Your assignment:
What the response needs is every record, repeated verbatim, and no images.

□ □ □

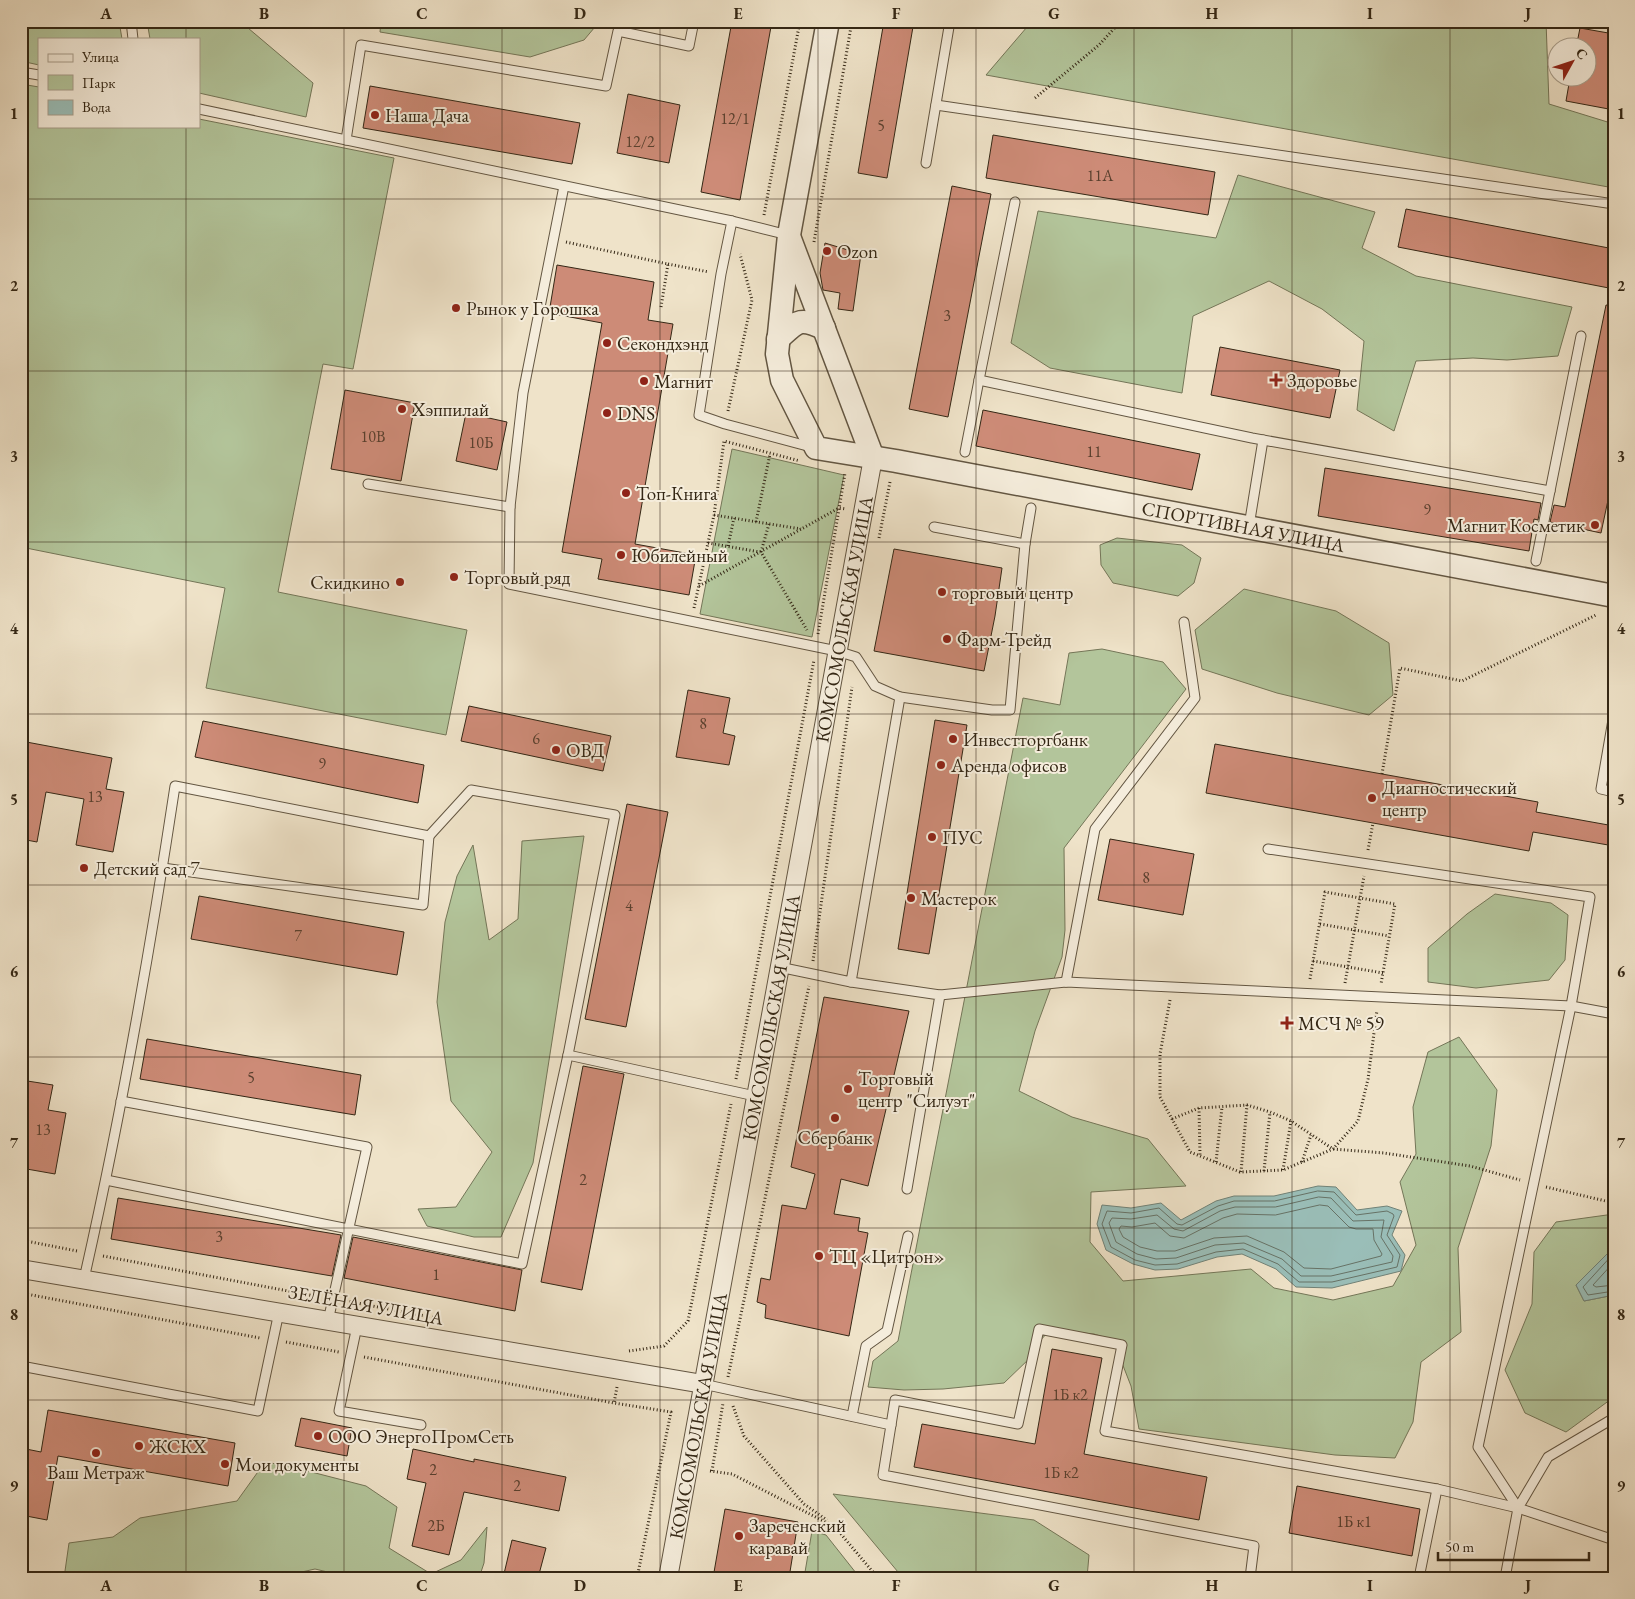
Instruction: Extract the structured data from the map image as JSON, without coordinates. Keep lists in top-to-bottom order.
{
  "streets": {
    "street": ["СПОРТИВНАЯ УЛИЦА", "КОМСОМОЛЬСКАЯ УЛИЦА", "ЗЕЛЁНАЯ УЛИЦА"]
  },
  "crossings": [
    ["СПОРТИВНАЯ УЛИЦА", "КОМСОМОЛЬСКАЯ УЛИЦА"],
    ["КОМСОМОЛЬСКАЯ УЛИЦА", "ЗЕЛЁНАЯ УЛИЦА"]
  ],
  "places": {
    "other": [
      "Наша Дача",
      "Ozon",
      "Рынок у Горошка",
      "Секондхэнд",
      "Магнит",
      "Хэппилай",
      "DNS",
      "Топ-Книга",
      "Магнит Косметик",
      "Юбилейный",
      "Торговый ряд",
      "Скидкино",
      "торговый центр",
      "Фарм-Трейд",
      "Инвестторгбанк",
      "ОВД",
      "Аренда офисов",
      "Диагностический центр",
      "ПУС",
      "Детский сад 7",
      "Мастерок",
      "Торговый центр \"Силуэт\"",
      "Сбербанк",
      "ТЦ «Цитрон»",
      "ООО ЭнергоПромСеть",
      "ЖСКХ",
      "Ваш Метраж",
      "Мои документы",
      "Зареченский каравай"
    ],
    "health": ["Здоровье", "МСЧ № 59"]
  },
  "house_numbers": [
    "12/1",
    "5",
    "12/2",
    "11А",
    "3",
    "10В",
    "10Б",
    "11",
    "9",
    "8",
    "6",
    "9",
    "13",
    "8",
    "4",
    "7",
    "5",
    "13",
    "2",
    "3",
    "1",
    "1Б к2",
    "2",
    "1Б к2",
    "2",
    "1Б к1",
    "2Б"
  ],
  "legend": ["Улица", "Парк", "Вода"],
  "scale_bar": "50 m",
  "north": "top right",
  "grid": {
    "columns": [
      "A",
      "B",
      "C",
      "D",
      "E",
      "F",
      "G",
      "H",
      "I",
      "J"
    ],
    "rows": [
      "1",
      "2",
      "3",
      "4",
      "5",
      "6",
      "7",
      "8",
      "9"
    ]
  }
}
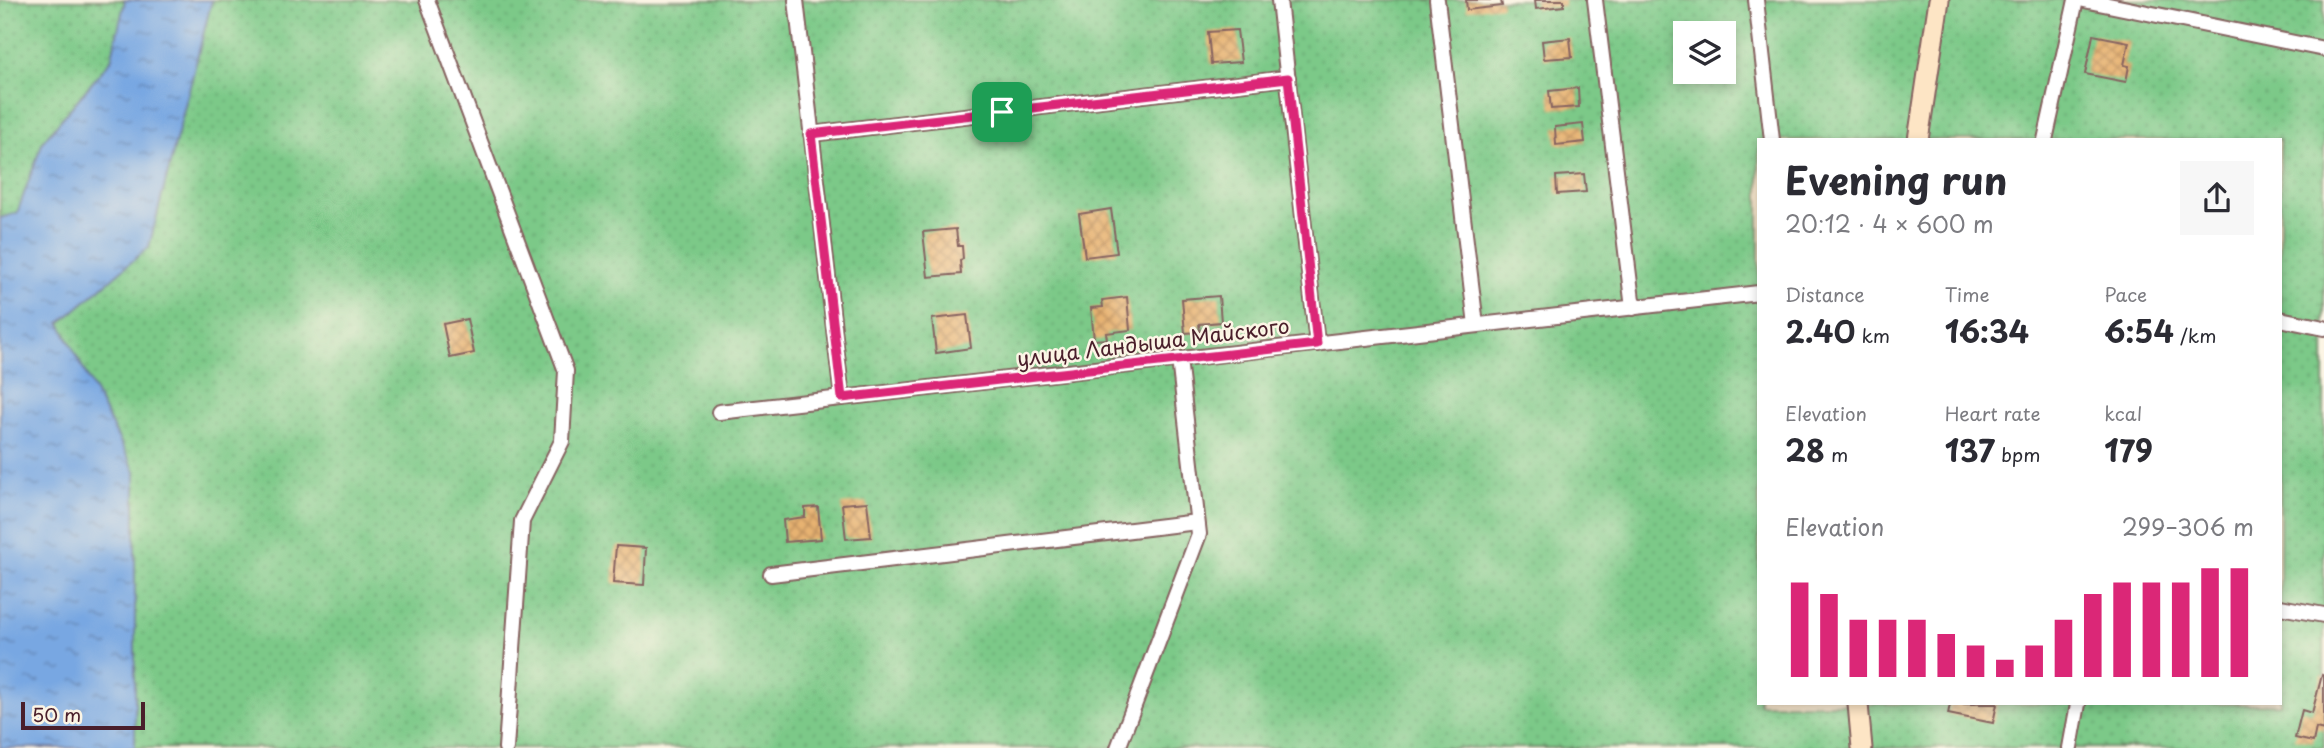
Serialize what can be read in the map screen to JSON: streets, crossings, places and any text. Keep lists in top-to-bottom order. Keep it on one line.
{"streets":{"street":["улица Ландыша Майского"]},"scale_bar":"50 m","page":{"heading":["Evening run","20:12 · 4 × 600 m"],"stats":[["Distance","2.40 km"],["Time","16:34"],["Pace","6:54 /km"],["Elevation","28 m"],["Heart rate","137 bpm"],["kcal","179"]],"chart":["Elevation","299–306 m"],"scale":"50 m"}}
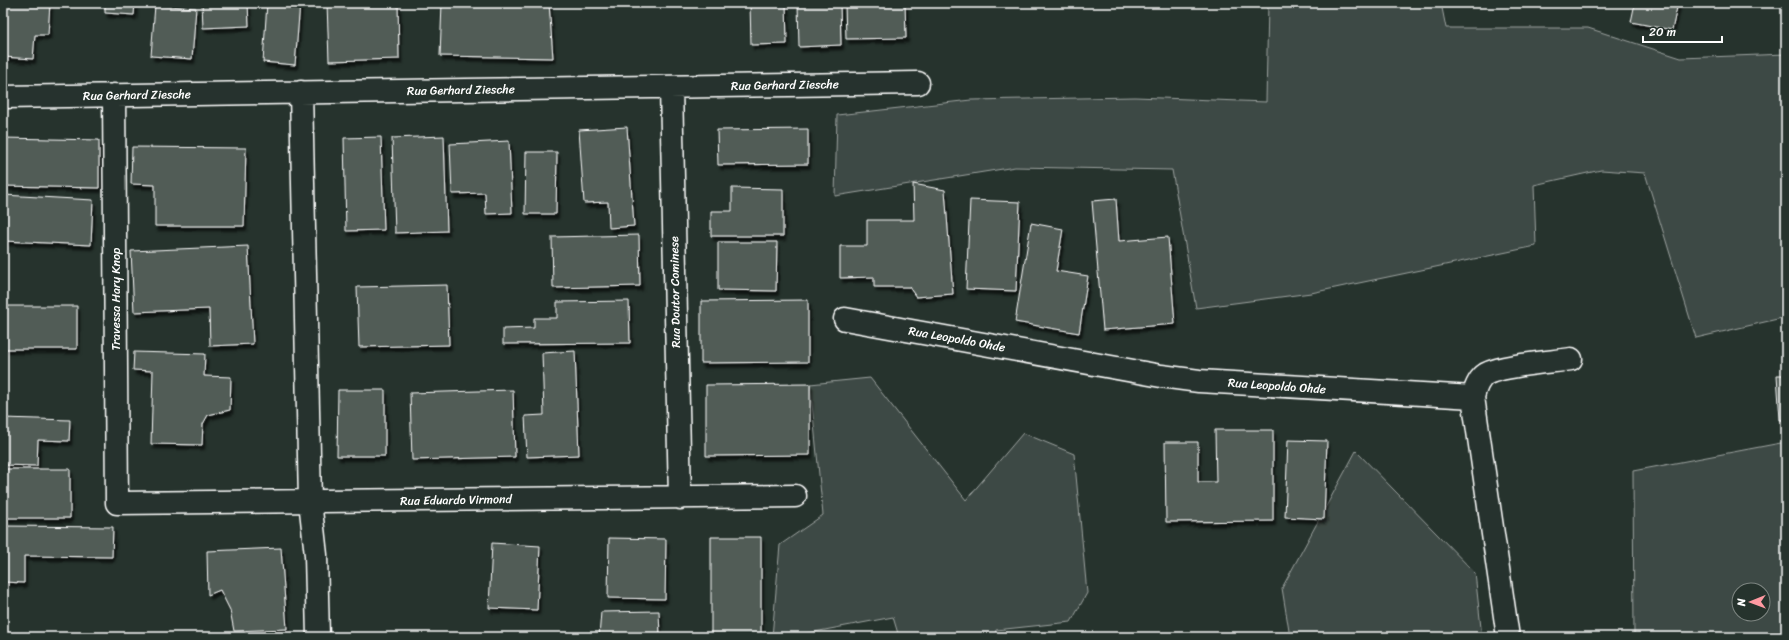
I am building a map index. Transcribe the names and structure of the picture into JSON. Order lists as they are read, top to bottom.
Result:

□ □ □

Exercise response:
Instruction: Extract the structured data from the map image as JSON, without coordinates. Keep lists in top-to-bottom order.
{
  "streets": {
    "street": ["СПОРТИВНАЯ УЛИЦА", "КОМСОМОЛЬСКАЯ УЛИЦА", "ЗЕЛЁНАЯ УЛИЦА"]
  },
  "crossings": [
    ["СПОРТИВНАЯ УЛИЦА", "КОМСОМОЛЬСКАЯ УЛИЦА"],
    ["КОМСОМОЛЬСКАЯ УЛИЦА", "ЗЕЛЁНАЯ УЛИЦА"]
  ],
  "places": {
    "other": [
      "Наша Дача",
      "Ozon",
      "Рынок у Горошка",
      "Секондхэнд",
      "Магнит",
      "Хэппилай",
      "DNS",
      "Топ-Книга",
      "Магнит Косметик",
      "Юбилейный",
      "Торговый ряд",
      "Скидкино",
      "торговый центр",
      "Фарм-Трейд",
      "Инвестторгбанк",
      "ОВД",
      "Аренда офисов",
      "Диагностический центр",
      "ПУС",
      "Детский сад 7",
      "Мастерок",
      "Торговый центр \"Силуэт\"",
      "Сбербанк",
      "ТЦ «Цитрон»",
      "ООО ЭнергоПромСеть",
      "ЖСКХ",
      "Ваш Метраж",
      "Мои документы",
      "Зареченский каравай"
    ],
    "health": ["Здоровье", "МСЧ № 59"]
  },
  "house_numbers": [
    "12/1",
    "5",
    "12/2",
    "11А",
    "3",
    "10В",
    "10Б",
    "11",
    "9",
    "8",
    "6",
    "9",
    "13",
    "8",
    "4",
    "7",
    "5",
    "13",
    "2",
    "3",
    "1",
    "1Б к2",
    "2",
    "1Б к2",
    "2",
    "1Б к1",
    "2Б"
  ],
  "legend": ["Улица", "Парк", "Вода"],
  "scale_bar": "50 m",
  "north": "top right",
  "grid": {
    "columns": [
      "A",
      "B",
      "C",
      "D",
      "E",
      "F",
      "G",
      "H",
      "I",
      "J"
    ],
    "rows": [
      "1",
      "2",
      "3",
      "4",
      "5",
      "6",
      "7",
      "8",
      "9"
    ]
  }
}
Serialize what can be read in the map screen to JSON: streets, crossings, places and any text. Keep lists in top-to-bottom order. Keep it on one line.
{"streets":{"street":["улица Ландыша Майского"]},"scale_bar":"50 m","page":{"heading":["Evening run","20:12 · 4 × 600 m"],"stats":[["Distance","2.40 km"],["Time","16:34"],["Pace","6:54 /km"],["Elevation","28 m"],["Heart rate","137 bpm"],["kcal","179"]],"chart":["Elevation","299–306 m"],"scale":"50 m"}}
I am building a map index. Transcribe the names and structure of the picture into JSON. Order lists as they are read, top to bottom.
Result:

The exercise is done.